Strawser was active in political coverage, anchoring radio broadcasts of the inaugurations of Richard Nixon in 1968 and '72 and Jimmy Carter in '76; Senate Watergate hearings in 1973, and the Judiciary's impeachment hearings in 1974. He covered primary elections and election nights, as well as the political conventions.

He also anchored CBS Radio Network coverage of space launches, beginning with the Gemini program and leading up to the Apollo 11 moon landing in 1969, which he covered from the Houston Space Center. Other big stories that he covered include school desegregation and the U.S. visit of Soviet Premier Nikita Khrushchev.

In 1981, he was named White House Correspondent for radio, where he reported on the Reagan administration until going back to his old forte, Capitol Hill, to report on the congressional budget. He left CBS News in 1986.

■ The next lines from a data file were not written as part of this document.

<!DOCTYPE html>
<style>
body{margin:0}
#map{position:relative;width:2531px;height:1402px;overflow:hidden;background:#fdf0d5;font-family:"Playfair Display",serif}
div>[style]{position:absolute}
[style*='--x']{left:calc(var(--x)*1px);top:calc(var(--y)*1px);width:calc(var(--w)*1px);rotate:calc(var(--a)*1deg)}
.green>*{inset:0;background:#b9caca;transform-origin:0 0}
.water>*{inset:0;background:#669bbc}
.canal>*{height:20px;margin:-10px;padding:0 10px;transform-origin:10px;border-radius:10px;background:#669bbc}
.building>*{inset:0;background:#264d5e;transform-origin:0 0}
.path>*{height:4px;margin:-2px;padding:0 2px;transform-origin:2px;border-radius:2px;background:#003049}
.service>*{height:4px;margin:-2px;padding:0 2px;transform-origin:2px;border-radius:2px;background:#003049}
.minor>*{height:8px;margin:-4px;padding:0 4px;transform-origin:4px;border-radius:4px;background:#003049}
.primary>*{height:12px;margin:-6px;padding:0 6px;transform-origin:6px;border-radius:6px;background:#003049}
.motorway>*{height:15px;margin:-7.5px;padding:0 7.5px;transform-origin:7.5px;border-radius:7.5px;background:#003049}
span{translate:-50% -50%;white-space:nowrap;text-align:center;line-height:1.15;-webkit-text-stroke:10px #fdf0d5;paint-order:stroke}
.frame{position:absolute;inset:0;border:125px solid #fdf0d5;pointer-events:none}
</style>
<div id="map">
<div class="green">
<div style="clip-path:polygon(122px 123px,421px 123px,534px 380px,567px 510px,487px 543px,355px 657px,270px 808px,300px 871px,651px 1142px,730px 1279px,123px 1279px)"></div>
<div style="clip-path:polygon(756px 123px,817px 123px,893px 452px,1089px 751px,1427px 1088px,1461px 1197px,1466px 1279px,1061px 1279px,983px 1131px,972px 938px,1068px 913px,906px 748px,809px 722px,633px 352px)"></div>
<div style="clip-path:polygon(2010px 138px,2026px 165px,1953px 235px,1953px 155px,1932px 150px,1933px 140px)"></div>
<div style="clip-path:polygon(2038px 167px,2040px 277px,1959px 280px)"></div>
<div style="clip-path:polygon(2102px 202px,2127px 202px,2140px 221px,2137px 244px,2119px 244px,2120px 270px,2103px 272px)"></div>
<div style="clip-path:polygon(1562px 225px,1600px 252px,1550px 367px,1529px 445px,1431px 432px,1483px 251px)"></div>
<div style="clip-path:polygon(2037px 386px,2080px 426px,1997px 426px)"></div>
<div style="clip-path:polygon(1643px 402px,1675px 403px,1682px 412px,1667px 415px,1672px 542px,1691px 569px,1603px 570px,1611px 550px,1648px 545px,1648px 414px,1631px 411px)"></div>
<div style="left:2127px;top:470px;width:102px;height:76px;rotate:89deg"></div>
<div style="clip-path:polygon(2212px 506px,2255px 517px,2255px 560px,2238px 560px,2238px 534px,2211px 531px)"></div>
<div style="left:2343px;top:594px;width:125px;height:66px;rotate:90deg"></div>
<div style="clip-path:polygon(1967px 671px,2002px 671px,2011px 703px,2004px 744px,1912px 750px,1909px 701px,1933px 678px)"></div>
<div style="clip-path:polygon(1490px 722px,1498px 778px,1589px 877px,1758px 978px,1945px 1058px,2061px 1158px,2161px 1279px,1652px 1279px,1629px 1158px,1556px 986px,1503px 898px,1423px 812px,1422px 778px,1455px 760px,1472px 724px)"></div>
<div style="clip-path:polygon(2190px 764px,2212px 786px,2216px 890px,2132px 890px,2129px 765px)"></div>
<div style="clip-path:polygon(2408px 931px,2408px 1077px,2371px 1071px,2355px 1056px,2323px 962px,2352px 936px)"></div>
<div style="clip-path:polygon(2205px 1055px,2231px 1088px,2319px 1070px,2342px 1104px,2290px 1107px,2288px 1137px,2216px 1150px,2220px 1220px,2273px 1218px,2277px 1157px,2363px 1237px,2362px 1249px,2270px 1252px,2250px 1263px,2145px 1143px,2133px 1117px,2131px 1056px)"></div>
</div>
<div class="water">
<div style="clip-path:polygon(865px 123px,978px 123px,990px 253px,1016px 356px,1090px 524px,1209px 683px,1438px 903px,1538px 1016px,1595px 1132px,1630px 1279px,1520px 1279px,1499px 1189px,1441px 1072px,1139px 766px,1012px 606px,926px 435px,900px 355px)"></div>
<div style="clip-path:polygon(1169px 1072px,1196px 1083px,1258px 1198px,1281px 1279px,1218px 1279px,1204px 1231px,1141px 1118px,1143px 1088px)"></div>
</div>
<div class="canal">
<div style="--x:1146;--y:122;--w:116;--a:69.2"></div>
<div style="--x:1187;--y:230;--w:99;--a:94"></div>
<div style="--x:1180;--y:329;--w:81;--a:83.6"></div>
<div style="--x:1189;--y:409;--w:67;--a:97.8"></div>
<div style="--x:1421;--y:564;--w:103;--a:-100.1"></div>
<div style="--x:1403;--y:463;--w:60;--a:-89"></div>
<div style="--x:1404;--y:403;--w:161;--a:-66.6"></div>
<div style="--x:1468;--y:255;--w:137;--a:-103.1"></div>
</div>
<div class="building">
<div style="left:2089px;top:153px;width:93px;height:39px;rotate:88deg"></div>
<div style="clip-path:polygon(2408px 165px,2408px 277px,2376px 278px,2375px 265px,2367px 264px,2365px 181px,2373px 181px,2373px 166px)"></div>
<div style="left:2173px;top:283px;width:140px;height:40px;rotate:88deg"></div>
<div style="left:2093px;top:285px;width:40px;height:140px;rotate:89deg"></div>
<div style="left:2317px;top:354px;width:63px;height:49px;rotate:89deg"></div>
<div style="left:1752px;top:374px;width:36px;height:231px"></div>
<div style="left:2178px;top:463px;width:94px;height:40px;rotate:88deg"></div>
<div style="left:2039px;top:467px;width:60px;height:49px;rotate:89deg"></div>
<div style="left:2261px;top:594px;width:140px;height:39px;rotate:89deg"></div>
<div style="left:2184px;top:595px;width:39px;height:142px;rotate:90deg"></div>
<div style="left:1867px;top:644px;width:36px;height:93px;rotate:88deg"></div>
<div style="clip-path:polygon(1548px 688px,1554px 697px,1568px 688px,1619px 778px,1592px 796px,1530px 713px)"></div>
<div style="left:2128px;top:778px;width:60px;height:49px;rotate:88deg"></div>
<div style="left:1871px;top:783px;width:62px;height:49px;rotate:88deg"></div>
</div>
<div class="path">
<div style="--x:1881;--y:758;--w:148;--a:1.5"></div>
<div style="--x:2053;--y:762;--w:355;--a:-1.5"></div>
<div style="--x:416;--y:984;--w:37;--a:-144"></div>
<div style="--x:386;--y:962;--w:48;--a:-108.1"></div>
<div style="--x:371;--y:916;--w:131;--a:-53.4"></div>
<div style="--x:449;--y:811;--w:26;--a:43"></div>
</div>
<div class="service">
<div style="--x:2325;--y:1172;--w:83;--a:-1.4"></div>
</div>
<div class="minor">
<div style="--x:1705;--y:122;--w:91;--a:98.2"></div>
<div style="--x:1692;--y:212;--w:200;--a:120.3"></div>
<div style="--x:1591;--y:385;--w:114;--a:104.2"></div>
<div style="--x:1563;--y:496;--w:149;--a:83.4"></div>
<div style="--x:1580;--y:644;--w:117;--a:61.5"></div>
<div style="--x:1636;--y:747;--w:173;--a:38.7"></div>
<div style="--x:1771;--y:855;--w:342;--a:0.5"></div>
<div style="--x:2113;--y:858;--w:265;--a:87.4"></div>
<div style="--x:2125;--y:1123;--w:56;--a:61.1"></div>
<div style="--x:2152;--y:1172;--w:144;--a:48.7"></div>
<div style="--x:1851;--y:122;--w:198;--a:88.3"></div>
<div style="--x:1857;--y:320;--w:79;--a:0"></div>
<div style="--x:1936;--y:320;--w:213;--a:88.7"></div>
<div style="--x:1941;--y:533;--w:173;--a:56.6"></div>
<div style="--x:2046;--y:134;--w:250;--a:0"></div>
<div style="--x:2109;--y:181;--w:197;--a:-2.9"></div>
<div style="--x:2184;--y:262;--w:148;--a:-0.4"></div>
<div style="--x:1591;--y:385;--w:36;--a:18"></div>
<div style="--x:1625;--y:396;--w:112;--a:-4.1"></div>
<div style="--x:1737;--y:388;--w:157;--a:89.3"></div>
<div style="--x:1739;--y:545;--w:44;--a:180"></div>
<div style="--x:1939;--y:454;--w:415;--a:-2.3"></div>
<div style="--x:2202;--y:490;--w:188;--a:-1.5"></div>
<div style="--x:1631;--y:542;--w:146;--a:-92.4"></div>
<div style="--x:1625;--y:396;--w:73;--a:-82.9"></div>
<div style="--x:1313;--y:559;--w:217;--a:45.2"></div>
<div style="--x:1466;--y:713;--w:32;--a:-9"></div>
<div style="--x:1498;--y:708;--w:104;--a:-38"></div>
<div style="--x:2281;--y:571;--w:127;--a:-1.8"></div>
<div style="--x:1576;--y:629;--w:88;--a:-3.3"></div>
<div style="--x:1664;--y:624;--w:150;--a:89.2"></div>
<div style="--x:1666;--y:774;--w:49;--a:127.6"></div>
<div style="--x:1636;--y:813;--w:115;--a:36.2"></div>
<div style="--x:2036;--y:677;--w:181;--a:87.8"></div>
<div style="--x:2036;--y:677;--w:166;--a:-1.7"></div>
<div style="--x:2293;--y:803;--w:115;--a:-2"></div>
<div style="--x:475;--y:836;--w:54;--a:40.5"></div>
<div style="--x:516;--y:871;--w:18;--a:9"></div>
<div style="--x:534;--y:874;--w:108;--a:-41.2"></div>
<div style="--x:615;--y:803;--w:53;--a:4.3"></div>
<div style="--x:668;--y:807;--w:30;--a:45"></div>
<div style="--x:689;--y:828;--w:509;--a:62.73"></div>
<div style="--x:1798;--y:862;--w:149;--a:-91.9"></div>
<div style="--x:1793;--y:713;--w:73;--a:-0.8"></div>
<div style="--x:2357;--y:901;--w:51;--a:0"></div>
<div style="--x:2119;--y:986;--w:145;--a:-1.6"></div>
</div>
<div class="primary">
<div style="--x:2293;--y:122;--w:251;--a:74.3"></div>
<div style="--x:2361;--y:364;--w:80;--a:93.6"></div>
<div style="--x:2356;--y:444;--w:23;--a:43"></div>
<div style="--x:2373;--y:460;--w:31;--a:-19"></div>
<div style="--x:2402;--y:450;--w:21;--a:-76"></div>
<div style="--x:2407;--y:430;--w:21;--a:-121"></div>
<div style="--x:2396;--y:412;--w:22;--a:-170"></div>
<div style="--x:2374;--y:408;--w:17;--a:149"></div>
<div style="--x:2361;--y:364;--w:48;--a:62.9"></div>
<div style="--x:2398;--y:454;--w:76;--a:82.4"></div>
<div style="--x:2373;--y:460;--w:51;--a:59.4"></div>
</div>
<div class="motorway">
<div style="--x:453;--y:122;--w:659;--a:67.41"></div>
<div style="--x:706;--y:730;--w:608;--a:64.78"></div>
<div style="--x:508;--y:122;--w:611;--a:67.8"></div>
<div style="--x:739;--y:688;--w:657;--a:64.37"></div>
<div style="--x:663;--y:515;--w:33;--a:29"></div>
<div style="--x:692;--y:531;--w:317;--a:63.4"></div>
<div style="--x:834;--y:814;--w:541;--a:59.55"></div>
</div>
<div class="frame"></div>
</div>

Strawser was born August 16, 1927, in Rittman, Ohio, and attended public schools in Ashland, Ohio. He began his broadcast career in high school, reporting basketball games on the radio. As a student at Oberlin College, he was also heard on the radio, announcing and doing local news. His college education was interrupted for three years as he served in the Navy as an electronics technician. He returned to Oberlin, from which he was graduated in 1951.

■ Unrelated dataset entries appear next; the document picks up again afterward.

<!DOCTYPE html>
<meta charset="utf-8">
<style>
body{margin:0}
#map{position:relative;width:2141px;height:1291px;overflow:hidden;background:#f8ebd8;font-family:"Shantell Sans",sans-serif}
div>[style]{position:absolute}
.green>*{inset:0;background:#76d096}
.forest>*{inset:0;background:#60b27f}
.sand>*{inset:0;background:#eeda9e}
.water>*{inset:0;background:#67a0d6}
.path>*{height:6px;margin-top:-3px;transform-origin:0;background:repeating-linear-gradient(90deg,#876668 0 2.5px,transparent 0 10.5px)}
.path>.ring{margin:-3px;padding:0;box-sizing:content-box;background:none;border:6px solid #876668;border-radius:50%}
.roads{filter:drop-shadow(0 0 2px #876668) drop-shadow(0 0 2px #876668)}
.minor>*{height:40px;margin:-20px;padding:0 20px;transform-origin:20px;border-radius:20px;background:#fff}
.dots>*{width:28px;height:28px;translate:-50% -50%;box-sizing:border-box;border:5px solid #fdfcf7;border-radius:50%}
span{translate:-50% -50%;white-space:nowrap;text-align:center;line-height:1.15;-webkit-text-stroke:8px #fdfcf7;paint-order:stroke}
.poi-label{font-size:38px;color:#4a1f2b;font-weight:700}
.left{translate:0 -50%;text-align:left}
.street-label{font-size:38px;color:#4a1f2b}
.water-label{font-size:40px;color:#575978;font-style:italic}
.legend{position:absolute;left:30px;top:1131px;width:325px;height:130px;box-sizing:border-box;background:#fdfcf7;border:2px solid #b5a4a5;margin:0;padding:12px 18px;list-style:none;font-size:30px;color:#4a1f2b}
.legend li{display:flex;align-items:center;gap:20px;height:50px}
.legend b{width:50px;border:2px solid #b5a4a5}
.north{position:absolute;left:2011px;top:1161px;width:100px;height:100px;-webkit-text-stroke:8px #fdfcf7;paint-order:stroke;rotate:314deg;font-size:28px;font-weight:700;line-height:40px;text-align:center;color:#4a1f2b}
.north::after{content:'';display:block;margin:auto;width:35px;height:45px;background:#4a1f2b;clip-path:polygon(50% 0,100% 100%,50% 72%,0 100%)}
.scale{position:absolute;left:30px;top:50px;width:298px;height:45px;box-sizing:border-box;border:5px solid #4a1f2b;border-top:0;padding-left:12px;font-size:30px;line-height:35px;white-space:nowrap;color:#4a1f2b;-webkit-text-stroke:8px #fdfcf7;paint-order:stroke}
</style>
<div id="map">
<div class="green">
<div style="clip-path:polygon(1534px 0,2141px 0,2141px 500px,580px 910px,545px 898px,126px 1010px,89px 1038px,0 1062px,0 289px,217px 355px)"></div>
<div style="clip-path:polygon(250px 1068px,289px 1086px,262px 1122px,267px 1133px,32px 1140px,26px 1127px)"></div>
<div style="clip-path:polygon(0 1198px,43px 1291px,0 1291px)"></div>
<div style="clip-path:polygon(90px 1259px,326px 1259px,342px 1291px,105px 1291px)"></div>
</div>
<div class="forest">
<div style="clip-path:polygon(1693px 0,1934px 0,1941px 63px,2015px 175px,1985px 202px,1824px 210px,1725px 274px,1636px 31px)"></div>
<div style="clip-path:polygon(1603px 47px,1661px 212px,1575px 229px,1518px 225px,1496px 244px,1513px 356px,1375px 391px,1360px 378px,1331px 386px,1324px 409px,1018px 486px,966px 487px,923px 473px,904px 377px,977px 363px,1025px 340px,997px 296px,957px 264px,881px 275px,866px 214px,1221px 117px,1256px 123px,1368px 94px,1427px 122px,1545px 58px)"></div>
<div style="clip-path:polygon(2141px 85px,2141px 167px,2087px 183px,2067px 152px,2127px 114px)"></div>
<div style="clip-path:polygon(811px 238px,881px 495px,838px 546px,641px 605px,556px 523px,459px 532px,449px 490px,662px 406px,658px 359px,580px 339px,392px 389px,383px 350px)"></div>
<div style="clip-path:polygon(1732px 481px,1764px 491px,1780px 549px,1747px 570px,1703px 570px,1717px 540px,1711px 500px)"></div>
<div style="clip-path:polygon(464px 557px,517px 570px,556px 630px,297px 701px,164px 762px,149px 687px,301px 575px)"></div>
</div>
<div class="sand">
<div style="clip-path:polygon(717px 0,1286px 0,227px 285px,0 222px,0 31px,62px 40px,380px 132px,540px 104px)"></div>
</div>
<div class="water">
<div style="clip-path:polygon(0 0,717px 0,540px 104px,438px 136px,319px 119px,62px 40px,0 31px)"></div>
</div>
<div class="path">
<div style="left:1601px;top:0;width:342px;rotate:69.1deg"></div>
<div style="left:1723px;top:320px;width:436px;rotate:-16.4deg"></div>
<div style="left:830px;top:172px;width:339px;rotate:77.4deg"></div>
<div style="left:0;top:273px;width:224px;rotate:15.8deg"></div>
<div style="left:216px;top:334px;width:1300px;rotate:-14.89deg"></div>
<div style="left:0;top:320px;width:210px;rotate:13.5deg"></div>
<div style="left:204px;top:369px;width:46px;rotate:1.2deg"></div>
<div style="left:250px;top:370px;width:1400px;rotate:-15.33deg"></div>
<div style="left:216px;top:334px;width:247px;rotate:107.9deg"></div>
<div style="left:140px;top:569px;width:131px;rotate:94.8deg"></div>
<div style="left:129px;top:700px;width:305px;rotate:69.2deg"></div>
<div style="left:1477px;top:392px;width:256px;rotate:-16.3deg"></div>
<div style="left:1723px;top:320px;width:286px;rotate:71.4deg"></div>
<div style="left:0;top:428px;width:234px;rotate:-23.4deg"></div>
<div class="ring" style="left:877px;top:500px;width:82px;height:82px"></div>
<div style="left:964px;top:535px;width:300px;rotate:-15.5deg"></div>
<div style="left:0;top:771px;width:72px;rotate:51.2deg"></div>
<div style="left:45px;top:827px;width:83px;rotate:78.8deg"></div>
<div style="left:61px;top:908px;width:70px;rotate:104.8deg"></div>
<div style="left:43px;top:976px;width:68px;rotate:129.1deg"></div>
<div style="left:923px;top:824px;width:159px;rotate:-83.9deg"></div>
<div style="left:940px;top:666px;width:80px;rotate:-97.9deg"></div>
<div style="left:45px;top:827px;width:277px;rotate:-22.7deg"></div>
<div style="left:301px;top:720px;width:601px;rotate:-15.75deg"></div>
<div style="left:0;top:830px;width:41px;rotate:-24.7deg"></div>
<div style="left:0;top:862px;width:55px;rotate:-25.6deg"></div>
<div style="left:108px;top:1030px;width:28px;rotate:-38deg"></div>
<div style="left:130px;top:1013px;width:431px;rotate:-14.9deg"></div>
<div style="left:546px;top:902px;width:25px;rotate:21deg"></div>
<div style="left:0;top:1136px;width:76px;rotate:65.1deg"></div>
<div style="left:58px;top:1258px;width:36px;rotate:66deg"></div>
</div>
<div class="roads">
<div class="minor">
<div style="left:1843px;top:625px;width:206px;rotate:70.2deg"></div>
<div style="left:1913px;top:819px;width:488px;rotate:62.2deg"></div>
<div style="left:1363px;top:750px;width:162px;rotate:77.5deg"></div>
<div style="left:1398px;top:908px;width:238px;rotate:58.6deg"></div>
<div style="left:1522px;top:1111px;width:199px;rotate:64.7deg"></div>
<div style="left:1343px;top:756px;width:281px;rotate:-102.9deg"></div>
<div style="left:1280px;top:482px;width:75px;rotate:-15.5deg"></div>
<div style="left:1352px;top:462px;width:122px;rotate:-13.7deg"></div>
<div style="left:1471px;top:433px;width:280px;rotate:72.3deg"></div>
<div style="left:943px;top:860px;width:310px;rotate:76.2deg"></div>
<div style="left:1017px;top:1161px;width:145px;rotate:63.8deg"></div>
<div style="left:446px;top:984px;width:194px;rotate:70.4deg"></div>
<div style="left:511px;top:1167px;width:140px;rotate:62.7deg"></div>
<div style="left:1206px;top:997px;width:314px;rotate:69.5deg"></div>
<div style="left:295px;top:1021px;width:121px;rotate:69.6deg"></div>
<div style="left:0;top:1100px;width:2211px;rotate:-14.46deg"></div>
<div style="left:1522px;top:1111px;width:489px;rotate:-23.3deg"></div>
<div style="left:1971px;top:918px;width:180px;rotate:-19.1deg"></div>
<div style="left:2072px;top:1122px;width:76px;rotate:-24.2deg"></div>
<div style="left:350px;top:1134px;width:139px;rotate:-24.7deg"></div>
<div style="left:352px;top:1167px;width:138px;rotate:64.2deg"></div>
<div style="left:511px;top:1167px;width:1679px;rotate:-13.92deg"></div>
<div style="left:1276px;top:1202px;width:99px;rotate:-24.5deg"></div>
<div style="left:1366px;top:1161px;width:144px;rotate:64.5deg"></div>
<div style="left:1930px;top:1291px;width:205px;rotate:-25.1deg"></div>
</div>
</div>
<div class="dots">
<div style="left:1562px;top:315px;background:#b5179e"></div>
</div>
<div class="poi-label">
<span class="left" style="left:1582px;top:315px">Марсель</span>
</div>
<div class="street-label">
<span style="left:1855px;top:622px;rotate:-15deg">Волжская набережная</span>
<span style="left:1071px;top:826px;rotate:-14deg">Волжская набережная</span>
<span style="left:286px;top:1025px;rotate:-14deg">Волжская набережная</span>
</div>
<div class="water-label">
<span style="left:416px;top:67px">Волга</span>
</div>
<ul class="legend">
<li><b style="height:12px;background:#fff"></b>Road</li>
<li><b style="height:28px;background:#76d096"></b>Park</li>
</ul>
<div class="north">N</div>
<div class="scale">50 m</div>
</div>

While working at CBS News, he earned his master's degree in history from George Washington University in 1958; he had planned to use it to teach, but abandoned the idea in favor of broadcast news.

Strawser is survived by his wife of 14 years, Cornelia; two former spouses, Dee Atwill and Antoinette Bozievich, the latter with whom he had five children, all of whom survive him.

A funeral will be held Saturday (7) at noon at Christ's Church on Capitol Hill, 620 G Street S.E., Washington, D.C.